• [What is required] Restate verbatim the span of lines below between the line with "context.strokeStyle = color;" and the line with "function write(font, color, halo, rows, align", including those two lines, and only that span.

________________________________________

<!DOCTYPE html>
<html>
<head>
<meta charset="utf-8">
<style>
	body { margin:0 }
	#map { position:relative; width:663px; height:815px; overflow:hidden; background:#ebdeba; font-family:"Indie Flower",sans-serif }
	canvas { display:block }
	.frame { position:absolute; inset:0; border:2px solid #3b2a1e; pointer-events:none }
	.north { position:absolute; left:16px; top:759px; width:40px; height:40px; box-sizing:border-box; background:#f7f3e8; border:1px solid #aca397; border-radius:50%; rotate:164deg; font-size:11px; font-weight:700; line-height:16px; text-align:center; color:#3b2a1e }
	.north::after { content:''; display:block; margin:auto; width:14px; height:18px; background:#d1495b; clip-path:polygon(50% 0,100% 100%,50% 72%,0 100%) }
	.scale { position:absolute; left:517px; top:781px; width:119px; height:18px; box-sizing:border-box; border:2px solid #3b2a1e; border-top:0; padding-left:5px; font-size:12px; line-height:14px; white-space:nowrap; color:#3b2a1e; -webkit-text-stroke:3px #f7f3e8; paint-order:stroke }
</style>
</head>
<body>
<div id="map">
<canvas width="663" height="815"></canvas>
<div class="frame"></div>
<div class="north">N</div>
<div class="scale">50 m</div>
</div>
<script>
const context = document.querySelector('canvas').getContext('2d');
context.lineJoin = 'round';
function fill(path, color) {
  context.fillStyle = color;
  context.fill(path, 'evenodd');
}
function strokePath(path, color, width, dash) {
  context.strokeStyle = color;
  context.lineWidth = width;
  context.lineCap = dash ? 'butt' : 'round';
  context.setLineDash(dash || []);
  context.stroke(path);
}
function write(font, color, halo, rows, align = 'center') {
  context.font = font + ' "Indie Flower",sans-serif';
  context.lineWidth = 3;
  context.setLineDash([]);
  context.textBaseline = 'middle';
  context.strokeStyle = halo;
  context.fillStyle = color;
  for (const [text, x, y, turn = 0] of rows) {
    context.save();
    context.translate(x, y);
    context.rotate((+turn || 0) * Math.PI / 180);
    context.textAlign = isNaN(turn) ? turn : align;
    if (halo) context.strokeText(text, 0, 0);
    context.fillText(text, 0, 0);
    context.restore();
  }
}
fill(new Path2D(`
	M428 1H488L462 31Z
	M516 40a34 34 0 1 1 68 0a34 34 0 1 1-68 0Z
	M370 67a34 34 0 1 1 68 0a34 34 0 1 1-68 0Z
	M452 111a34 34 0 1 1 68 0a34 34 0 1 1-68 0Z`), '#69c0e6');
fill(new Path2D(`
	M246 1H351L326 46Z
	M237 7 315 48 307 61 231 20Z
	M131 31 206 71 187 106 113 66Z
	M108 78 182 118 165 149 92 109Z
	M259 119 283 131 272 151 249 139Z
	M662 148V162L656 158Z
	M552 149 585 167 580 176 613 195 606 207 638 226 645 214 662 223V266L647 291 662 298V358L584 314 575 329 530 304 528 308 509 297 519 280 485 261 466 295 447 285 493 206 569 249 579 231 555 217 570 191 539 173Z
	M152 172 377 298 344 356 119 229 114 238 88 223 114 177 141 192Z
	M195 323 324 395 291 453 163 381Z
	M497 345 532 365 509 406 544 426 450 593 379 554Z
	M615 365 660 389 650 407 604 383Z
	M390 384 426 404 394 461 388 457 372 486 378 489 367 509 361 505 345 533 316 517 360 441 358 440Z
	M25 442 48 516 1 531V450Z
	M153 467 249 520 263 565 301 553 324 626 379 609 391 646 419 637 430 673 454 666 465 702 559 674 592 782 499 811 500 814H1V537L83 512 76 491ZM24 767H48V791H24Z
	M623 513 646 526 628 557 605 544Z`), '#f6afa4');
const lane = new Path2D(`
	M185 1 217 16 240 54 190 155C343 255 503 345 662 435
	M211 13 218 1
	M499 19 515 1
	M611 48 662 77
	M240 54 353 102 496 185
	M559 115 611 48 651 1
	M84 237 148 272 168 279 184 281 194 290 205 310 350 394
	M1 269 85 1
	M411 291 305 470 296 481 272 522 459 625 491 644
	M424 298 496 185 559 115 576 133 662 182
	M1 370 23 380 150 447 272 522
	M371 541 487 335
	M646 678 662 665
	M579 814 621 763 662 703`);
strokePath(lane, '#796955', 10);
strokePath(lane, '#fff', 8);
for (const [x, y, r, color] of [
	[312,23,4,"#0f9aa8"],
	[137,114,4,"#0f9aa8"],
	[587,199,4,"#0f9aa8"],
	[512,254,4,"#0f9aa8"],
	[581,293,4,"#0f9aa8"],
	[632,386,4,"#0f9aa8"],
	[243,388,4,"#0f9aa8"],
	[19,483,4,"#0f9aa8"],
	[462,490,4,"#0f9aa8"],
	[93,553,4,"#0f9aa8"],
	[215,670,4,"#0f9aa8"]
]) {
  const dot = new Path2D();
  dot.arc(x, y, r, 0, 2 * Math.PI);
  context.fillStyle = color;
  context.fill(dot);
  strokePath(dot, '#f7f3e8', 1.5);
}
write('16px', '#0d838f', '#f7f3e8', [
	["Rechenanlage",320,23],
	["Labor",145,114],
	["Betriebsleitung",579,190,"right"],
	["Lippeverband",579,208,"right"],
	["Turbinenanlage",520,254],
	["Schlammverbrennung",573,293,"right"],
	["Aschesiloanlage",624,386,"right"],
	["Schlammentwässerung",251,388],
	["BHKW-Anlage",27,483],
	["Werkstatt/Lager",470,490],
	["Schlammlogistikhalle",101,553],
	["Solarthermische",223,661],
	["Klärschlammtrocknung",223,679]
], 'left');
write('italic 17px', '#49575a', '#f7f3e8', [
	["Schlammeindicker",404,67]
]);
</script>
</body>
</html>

________________________________________

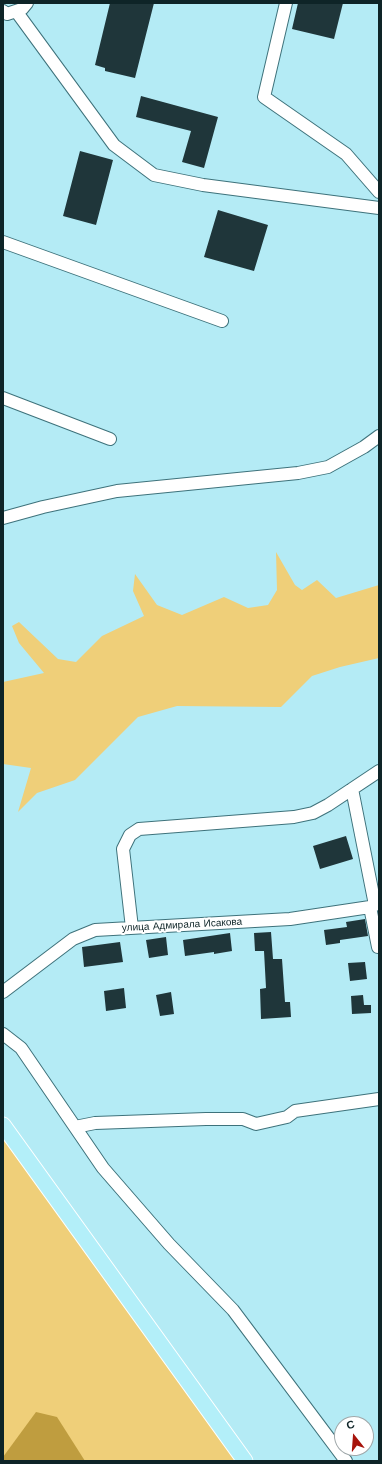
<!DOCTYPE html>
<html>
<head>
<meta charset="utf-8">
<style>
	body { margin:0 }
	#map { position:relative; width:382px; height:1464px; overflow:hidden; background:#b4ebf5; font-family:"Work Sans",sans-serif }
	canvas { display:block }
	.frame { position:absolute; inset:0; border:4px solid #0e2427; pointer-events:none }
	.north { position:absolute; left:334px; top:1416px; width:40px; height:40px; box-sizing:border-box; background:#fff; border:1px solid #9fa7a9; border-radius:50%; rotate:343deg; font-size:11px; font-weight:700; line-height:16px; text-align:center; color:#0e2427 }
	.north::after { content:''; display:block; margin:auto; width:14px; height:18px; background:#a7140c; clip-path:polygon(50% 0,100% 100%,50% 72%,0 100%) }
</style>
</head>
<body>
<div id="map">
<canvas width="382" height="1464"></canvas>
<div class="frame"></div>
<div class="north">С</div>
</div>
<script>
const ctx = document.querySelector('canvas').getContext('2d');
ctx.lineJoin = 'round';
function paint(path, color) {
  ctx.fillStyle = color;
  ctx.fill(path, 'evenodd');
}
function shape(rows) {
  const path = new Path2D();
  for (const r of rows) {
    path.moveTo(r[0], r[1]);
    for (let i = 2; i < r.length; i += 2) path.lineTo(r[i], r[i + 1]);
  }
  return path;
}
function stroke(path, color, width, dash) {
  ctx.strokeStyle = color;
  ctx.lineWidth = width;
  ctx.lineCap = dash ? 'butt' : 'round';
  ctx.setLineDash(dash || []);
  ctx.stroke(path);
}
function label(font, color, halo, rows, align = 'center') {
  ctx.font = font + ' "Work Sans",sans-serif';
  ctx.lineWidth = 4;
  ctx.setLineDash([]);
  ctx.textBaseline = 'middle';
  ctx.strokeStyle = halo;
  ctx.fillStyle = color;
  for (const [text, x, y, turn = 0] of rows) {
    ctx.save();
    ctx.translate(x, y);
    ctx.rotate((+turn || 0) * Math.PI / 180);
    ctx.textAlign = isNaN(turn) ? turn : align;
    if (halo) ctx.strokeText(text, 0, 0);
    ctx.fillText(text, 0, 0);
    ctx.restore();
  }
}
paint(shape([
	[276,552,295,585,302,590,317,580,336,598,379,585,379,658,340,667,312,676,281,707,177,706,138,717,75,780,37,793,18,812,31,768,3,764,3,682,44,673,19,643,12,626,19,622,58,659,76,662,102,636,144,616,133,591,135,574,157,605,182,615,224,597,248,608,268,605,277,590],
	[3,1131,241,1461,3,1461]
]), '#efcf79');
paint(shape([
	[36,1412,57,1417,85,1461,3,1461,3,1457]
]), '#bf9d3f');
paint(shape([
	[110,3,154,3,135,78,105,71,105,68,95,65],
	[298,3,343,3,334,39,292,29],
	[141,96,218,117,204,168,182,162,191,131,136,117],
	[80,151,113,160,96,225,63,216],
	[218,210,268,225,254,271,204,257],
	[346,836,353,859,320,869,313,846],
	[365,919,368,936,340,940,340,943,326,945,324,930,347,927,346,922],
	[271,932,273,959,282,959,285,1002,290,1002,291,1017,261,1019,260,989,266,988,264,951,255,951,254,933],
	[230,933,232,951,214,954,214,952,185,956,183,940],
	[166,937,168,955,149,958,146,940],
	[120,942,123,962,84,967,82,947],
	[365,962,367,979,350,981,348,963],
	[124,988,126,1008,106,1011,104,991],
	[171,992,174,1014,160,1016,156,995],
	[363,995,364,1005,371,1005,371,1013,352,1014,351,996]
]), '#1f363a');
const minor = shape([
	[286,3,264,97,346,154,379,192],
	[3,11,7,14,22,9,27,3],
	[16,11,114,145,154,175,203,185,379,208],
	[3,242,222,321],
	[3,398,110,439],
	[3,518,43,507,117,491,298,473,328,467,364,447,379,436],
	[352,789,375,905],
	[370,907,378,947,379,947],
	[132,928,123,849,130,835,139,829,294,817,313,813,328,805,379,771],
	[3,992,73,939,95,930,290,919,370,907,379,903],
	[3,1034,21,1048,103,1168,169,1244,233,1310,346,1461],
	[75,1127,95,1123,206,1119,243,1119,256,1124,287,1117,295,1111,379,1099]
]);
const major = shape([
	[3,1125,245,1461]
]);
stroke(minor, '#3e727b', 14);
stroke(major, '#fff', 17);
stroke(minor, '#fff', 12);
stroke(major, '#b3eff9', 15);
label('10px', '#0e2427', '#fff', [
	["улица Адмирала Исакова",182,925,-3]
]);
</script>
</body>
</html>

________________________________________

• [The answer]
  context.strokeStyle = color;
  context.lineWidth = width;
  context.lineCap = dash ? 'butt' : 'round';
  context.setLineDash(dash || []);
  context.stroke(path);
}
function write(font, color, halo, rows, align = 'center') {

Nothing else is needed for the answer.